Le Musée du Louvre présente une exposition captivante mais riche intitulée « Figures du fou ». Elle donne un aperçu de 340 œuvres comprenant des peintures, des sculptures, des manuscrits enluminés, des textes, des costumes et d’autres objets qui illustrent le changement de notre perception de la folie du Moyen Age au XIXe siècle.
Le plus surprenant est la première partie qui aborde le sujet jusqu’à la Renaissance. Pourrait être une autre exposition, la seconde partie est consacrée à la folie moderne et romantique. Les fous de cette époque n’étaient pas ceux qui ont été définis par la psychiatrie moderne, mais plutôt ceux qui ont été soumis à l’exorcisme ou même au bûcher. Il ne s’agissait pas non plus des simples d’esprit qui appartiennent selon la croyance, au royaume de Dieu. Le focus était représenté par des hommes et des femmes qui se livraient à leurs passions, soit constamment, soit à certaines occasions, comme durant le carnaval.
Cette exposition rend hommage à la notion de folie telle qu’exprimée dans l’Art du Nord de l’Europe, dont les régions flamande, germanique, anglo-saxonne et française. Elle explore une période fascinante, atteignant son apogée avec des textes majeurs tels que « La Nef des fous », publié par Sébastien Brant en 1494, et « L’Eloge de la folie » d’Erasme en 1511, qui fut une réponse ironique au premier.

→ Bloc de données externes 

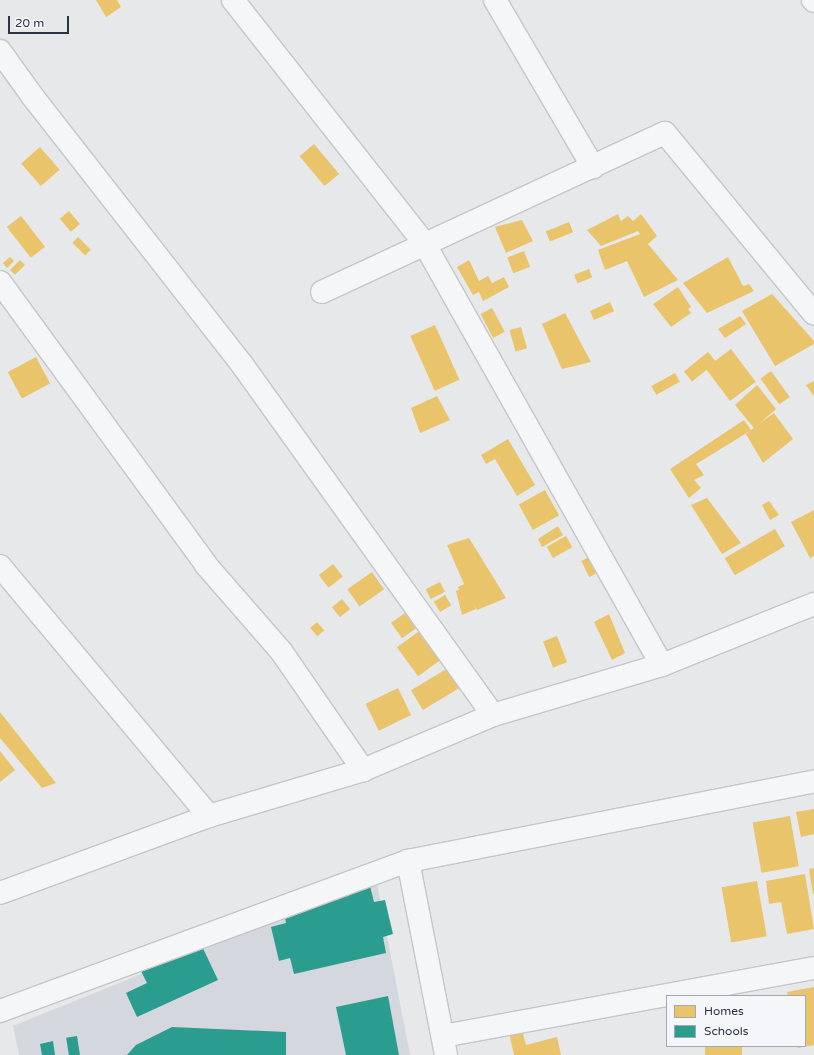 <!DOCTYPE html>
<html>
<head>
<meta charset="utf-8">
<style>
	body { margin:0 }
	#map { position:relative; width:814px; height:1055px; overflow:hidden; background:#e6e8ea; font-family:"Varela Round",sans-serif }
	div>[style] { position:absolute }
	.built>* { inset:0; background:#d4d7dd }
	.homes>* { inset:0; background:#e9c46a; transform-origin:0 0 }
	.schools>* { inset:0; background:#2a9d8f; transform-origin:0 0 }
	.roads { filter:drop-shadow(1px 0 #c4c6c8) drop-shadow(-1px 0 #c4c6c8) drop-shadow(0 1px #c4c6c8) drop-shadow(0 -1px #c4c6c8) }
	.minor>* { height:22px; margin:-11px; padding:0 11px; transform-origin:11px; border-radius:11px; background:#f5f6f7 }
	span { translate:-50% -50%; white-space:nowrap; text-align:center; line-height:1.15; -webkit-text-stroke:4px #f4f6f9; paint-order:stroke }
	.legend { position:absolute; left:666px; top:995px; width:140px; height:52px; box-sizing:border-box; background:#f4f6f9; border:1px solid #a4a8b1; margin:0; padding:5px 7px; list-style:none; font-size:12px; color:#2b3445 }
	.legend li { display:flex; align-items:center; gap:8px; height:20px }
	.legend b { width:20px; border:1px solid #a4a8b1 }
	.scale { position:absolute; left:8px; top:16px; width:61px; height:18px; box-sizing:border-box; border:2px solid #2b3445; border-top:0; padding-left:5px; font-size:12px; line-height:14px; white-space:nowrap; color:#2b3445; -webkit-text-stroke:3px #f4f6f9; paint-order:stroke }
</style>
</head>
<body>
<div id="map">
	<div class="built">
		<i style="clip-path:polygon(376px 879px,410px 1055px,19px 1055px,13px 1026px)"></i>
	</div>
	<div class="homes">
		<i style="clip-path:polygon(96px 0,117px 0,121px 7px,106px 17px)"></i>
		<i style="left:314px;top:144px;width:39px;height:19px;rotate:50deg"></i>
		<i style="left:40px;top:147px;width:30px;height:25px;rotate:49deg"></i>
		<i style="left:69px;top:211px;width:17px;height:12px;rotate:50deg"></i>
		<i style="clip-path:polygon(618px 214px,621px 221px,628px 216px,633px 221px,641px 214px,657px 236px,648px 244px,678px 280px,644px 297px,627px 261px,605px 270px,598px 250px,640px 234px,638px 231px,601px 246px,587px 230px)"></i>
		<i style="left:21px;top:216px;width:39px;height:18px;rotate:52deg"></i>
		<i style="clip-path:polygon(522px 220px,533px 241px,506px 253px,495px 227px)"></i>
		<i style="left:569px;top:222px;width:11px;height:25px;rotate:68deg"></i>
		<i style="left:78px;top:237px;width:18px;height:8px;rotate:45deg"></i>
		<i style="left:524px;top:251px;width:17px;height:18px;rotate:69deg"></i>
		<i style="clip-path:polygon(10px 257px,14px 261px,7px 268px,3px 263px)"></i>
		<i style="clip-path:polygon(728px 257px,743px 286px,749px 284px,754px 291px,707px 313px,683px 283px)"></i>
		<i style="left:20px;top:260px;width:7px;height:14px;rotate:45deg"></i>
		<i style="clip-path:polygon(469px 260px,479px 281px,488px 276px,492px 283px,504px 277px,509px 287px,483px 301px,479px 292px,473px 295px,457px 267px)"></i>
		<i style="left:589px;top:269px;width:9px;height:16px;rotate:69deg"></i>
		<i style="clip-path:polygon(678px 287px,691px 307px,688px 309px,691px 313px,671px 327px,653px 304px)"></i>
		<i style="clip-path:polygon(772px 294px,814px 341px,814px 344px,775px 366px,742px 311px)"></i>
		<i style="left:610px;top:302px;width:10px;height:22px;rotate:66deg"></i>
		<i style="left:492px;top:308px;width:27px;height:13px;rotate:62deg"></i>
		<i style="clip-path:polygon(565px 313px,591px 362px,562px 369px,542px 324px)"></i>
		<i style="clip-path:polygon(740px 316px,746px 324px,725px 338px,718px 329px)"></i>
		<i style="left:435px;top:325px;width:60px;height:27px;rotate:66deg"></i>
		<i style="left:521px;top:327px;width:22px;height:12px;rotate:74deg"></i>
		<i style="left:731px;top:349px;width:41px;height:32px;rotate:53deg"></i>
		<i style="left:708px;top:352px;width:13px;height:31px;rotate:51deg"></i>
		<i style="left:36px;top:357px;width:30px;height:32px;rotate:62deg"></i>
		<i style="left:771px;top:371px;width:32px;height:13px;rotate:54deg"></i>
		<i style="left:675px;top:373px;width:10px;height:27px;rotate:61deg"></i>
		<i style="clip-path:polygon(814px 381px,814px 394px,813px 395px,806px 385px)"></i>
		<i style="clip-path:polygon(757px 385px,776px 409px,760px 423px,774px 413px,793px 439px,763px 463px,746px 434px,750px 431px,696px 464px,704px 475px,694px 480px,701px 488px,689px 498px,670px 469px,744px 420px,751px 430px,754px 428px,735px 405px)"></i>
		<i style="clip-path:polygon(437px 396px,450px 420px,420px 433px,411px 408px)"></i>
		<i style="clip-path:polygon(508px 439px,535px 485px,517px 496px,495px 459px,486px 464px,481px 455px)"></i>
		<i style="left:545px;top:490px;width:29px;height:30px;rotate:61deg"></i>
		<i style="clip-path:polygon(707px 498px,741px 543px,722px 554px,691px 505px)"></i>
		<i style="clip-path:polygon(769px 501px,779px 515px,770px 520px,762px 505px)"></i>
		<i style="clip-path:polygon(814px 510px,814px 556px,810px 558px,791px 522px)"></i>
		<i style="clip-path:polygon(558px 526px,563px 535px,542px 547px,538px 539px)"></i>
		<i style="left:775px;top:529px;width:20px;height:58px;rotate:60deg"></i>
		<i style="left:566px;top:536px;width:13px;height:22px;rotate:61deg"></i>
		<i style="clip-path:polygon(469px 538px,506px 598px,477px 610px,474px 604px,476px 609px,462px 615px,456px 591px,459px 590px,458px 587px,464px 584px,447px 545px)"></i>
		<i style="left:591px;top:556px;width:18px;height:11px;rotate:63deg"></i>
		<i style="left:333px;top:564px;width:16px;height:18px;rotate:52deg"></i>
		<i style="left:372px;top:572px;width:21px;height:30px;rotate:55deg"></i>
		<i style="left:440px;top:582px;width:11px;height:16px;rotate:63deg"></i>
		<i style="left:445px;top:595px;width:12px;height:13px;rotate:59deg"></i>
		<i style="left:342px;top:599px;width:13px;height:13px;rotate:51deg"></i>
		<i style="left:405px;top:613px;width:19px;height:17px;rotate:55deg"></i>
		<i style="clip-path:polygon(609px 614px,625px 653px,612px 660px,594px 622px)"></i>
		<i style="left:317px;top:622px;width:11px;height:9px;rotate:49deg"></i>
		<i style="left:422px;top:629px;width:36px;height:31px;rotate:54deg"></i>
		<i style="left:557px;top:636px;width:28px;height:15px;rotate:69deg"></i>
		<i style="left:453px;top:665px;width:23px;height:49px;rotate:59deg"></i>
		<i style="left:398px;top:688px;width:30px;height:36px;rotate:64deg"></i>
		<i style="clip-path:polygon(0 712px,56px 783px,42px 788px,0 738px)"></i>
		<i style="clip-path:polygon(0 751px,15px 770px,0 782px)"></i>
		<i style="clip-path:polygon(814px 809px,814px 834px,801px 837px,796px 812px)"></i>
		<i style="left:790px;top:816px;width:51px;height:38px;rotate:80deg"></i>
		<i style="clip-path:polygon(814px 868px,814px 894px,813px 894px,809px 869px)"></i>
		<i style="clip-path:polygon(805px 874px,814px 929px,787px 934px,781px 902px,769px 904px,766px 881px)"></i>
		<i style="left:757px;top:881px;width:56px;height:36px;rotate:80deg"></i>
		<i style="clip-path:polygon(814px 987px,814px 1045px,798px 1048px,797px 1046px,805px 1046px,805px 996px,788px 996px,787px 992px)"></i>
		<i style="clip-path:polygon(522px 1030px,526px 1045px,557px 1037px,561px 1055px,514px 1055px,509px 1033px)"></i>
		<i style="left:705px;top:1046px;width:37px;height:9px"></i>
	</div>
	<div class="schools">
		<i style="clip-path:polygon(370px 886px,374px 902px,385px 900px,393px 934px,383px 937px,386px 953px,294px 974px,290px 958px,279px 961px,271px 927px,286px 923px,283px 907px)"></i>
		<i style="clip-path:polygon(200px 942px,218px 980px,137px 1017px,126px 993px,147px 983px,137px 963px)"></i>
		<i style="clip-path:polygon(388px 996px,399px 1055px,346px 1055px,336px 1007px)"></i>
		<i style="clip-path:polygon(172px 1027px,286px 1032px,286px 1055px,127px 1055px,136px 1045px)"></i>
		<i style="left:77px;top:1036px;width:19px;height:11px;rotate:81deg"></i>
		<i style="clip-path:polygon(53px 1041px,55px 1055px,42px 1055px,40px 1044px)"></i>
	</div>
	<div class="roads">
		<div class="minor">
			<i style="left:233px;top:0;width:309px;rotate:51.8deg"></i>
			<i style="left:424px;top:243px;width:484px;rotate:60.6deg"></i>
			<i style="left:495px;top:0;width:194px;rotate:59.6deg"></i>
			<i style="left:813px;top:0;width:1px;rotate:45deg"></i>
			<i style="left:0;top:51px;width:57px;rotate:54.3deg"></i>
			<i style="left:33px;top:97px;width:338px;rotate:52deg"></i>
			<i style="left:241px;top:363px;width:433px;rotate:54.4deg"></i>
			<i style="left:0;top:282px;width:350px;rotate:53.9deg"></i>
			<i style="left:206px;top:565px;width:114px;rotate:48.9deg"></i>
			<i style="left:281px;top:651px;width:145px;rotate:55.4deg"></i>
			<i style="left:322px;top:292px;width:378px;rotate:-24.9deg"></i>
			<i style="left:665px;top:133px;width:234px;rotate:50.5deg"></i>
			<i style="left:0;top:566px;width:326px;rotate:50.1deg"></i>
			<i style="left:408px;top:861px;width:198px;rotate:78.9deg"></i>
			<i style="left:0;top:893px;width:223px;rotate:-20.2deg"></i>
			<i style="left:209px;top:816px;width:161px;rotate:-16.6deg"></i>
			<i style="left:363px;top:770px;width:141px;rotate:-22.9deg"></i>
			<i style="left:493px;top:715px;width:176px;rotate:-16.5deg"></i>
			<i style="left:662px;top:665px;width:164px;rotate:-21.9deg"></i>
			<i style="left:0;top:1011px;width:435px;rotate:-20.2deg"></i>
			<i style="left:408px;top:861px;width:414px;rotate:-11.1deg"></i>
			<i style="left:443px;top:1036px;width:377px;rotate:-10.4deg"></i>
		</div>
	</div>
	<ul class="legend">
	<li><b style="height:11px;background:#e9c46a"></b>Homes</li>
	<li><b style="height:11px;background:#2a9d8f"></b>Schools</li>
	</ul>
	<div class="scale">20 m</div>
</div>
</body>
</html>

Face aux troubles de son époque (la corruption morale du clergé, les dérives permises par l’argent, les hérésies variées qui menacent l’équilibre mondial), le protagoniste prône la modération et la prudence, sous l’autorité de l’empereur et de l’Église catholique romaine. Il fait partie de ceux qui sont convaincus que Dieu désapprouve les aventures risquées. Cela conduit peu de temps après le franciscain Thomas Murner à dépeindre Luther et ses adeptes comme des fous qui doivent être éliminés. Quant à Erasme, il commence à se demander si les véritables fous ne sont pas les sages, ceux qui argumentent… Jérôme Bosch offre une perspective similaire : dans son œuvre « La Nef des fous » (autour de 1500), l’irrationnalité est omniprésente sur le bateau, à l’exception du côté droit de l’image où le fou, coiffé de son bonnet à grelots et brandissant son sceptre, tourne sagement le dos à tous, sirotant tranquillement sa coupe de vin, installé à l’écart dans un arbre…
« Une tête remplie de vent ».
Bien que l’exposition commence par présenter des marginalia, ces dessins de petits monstres ou de personnages grotesques qui ornementent les marges des livres, on peut être déçu par son défaut principal : le manque de l’édition de « L’Eloge de la folie » d’Erasme, gardé au Kunstmuseum de Bâle et décoré par les frères Holbein, Ambroise et Hans le Jeune. Malgré le fait qu’une de ses pages est reproduite dans le catalogue de l’exposition, lequel est remarquable dans son intégralité, on s’étonne de ne pas trouver ce précieux objet en rapport évident avec le thème. Néanmoins, cela demeure une portion mineure de l’ensemble de l’exposition, qui est agencée en fonction de diverses thématiques. Elle commence par explorer le lien entre la folie et Dieu, mais ouvre aussi des fenêtres sur la folie de l’amour, les bouffons royaux, les fous en errance en ville, et avec l’arrivée de l’époque moderne, les premiers essais de prise en charge des malades mentaux jusqu’aux prémices de la psychiatrie.